<<<<
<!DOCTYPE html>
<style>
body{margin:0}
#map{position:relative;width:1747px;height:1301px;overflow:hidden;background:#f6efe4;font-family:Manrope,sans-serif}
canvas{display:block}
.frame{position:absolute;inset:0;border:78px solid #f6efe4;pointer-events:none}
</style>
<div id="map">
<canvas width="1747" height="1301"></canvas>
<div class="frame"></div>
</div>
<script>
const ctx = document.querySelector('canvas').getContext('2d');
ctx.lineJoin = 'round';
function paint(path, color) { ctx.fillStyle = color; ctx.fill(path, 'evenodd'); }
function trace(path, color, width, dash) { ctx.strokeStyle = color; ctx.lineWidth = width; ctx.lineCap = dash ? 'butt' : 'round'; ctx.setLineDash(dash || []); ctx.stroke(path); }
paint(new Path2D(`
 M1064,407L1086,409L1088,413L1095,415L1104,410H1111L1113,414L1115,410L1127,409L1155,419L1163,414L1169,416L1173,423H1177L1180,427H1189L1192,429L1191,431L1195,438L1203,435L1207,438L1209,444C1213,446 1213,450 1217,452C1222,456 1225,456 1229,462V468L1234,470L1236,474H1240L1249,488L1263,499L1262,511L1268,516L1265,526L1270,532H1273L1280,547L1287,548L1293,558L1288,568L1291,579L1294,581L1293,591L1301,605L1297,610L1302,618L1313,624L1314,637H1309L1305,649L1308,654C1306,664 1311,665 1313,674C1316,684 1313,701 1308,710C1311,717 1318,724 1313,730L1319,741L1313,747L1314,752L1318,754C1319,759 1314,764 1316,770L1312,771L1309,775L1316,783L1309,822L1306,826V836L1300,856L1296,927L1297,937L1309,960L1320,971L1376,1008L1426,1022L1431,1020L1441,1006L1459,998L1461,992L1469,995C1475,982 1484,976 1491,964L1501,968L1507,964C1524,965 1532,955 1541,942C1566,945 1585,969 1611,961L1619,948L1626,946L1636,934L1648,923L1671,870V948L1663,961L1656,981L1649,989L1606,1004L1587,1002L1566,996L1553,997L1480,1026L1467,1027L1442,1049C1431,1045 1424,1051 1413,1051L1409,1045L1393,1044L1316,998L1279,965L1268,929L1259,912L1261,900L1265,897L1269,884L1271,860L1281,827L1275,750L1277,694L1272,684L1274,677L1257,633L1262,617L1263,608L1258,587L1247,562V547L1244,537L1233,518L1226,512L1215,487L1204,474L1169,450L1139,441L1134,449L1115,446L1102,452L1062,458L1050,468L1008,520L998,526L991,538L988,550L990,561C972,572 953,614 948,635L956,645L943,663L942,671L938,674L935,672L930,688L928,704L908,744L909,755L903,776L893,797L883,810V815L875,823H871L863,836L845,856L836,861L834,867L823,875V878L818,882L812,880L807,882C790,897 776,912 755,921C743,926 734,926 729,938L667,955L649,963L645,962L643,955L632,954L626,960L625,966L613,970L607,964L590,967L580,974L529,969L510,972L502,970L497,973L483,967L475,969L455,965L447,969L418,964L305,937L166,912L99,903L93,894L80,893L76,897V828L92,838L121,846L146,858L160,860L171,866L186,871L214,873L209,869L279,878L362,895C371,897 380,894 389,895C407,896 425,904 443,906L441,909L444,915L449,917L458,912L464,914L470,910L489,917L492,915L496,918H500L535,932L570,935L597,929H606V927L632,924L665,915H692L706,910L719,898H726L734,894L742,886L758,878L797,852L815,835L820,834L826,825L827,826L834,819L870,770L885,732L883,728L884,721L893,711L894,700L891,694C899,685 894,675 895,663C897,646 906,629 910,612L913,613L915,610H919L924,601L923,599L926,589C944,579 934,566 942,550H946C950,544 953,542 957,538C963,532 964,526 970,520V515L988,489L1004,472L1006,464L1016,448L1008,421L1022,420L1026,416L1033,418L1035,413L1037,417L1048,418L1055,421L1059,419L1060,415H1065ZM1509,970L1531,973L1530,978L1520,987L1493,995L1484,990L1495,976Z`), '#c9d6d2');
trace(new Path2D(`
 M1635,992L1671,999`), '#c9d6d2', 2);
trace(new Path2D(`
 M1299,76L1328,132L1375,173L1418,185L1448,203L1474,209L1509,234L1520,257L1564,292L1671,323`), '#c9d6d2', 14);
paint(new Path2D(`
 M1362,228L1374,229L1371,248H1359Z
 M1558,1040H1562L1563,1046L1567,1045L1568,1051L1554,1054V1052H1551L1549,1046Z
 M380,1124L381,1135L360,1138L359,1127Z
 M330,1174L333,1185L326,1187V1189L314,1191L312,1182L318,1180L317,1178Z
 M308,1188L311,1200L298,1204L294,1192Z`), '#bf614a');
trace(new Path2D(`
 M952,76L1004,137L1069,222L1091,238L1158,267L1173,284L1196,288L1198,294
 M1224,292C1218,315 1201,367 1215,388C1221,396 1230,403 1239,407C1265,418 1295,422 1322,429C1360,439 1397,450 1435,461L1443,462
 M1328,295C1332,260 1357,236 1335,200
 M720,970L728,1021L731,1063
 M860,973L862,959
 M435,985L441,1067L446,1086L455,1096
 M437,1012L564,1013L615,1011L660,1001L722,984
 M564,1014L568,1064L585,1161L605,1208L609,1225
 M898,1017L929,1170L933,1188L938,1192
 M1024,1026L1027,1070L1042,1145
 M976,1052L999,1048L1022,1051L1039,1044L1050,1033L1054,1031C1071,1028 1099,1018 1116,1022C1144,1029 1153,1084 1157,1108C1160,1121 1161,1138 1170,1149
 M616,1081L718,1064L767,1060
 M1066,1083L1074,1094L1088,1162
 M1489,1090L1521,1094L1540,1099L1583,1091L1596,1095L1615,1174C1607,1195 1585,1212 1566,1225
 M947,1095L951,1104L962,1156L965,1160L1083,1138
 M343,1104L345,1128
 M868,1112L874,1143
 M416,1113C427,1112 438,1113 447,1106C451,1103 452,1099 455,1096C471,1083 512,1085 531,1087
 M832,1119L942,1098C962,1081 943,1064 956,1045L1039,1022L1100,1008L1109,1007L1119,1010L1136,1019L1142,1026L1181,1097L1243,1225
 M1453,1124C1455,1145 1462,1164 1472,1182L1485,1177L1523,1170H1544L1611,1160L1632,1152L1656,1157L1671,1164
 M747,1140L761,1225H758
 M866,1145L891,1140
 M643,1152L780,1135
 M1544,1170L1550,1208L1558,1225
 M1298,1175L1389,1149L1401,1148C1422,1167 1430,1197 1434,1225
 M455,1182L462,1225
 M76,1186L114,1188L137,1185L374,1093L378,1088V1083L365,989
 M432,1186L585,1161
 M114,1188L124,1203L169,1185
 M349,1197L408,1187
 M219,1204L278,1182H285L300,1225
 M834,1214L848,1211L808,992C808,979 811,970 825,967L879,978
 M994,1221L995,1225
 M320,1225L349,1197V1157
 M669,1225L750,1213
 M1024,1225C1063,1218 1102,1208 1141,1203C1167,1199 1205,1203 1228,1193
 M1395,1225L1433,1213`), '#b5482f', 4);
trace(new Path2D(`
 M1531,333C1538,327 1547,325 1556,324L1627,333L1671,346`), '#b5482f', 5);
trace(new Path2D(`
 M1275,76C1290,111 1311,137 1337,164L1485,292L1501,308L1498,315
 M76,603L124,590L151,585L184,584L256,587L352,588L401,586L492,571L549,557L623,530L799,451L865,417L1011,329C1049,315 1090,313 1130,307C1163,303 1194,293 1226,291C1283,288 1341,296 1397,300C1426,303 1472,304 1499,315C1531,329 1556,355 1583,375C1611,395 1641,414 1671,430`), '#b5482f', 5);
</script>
>>>>
Each line of the listing above that contains the word "canvas" is to be copied.

canvas{display:block}
<canvas width="1747" height="1301"></canvas>
const ctx = document.querySelector('canvas').getContext('2d');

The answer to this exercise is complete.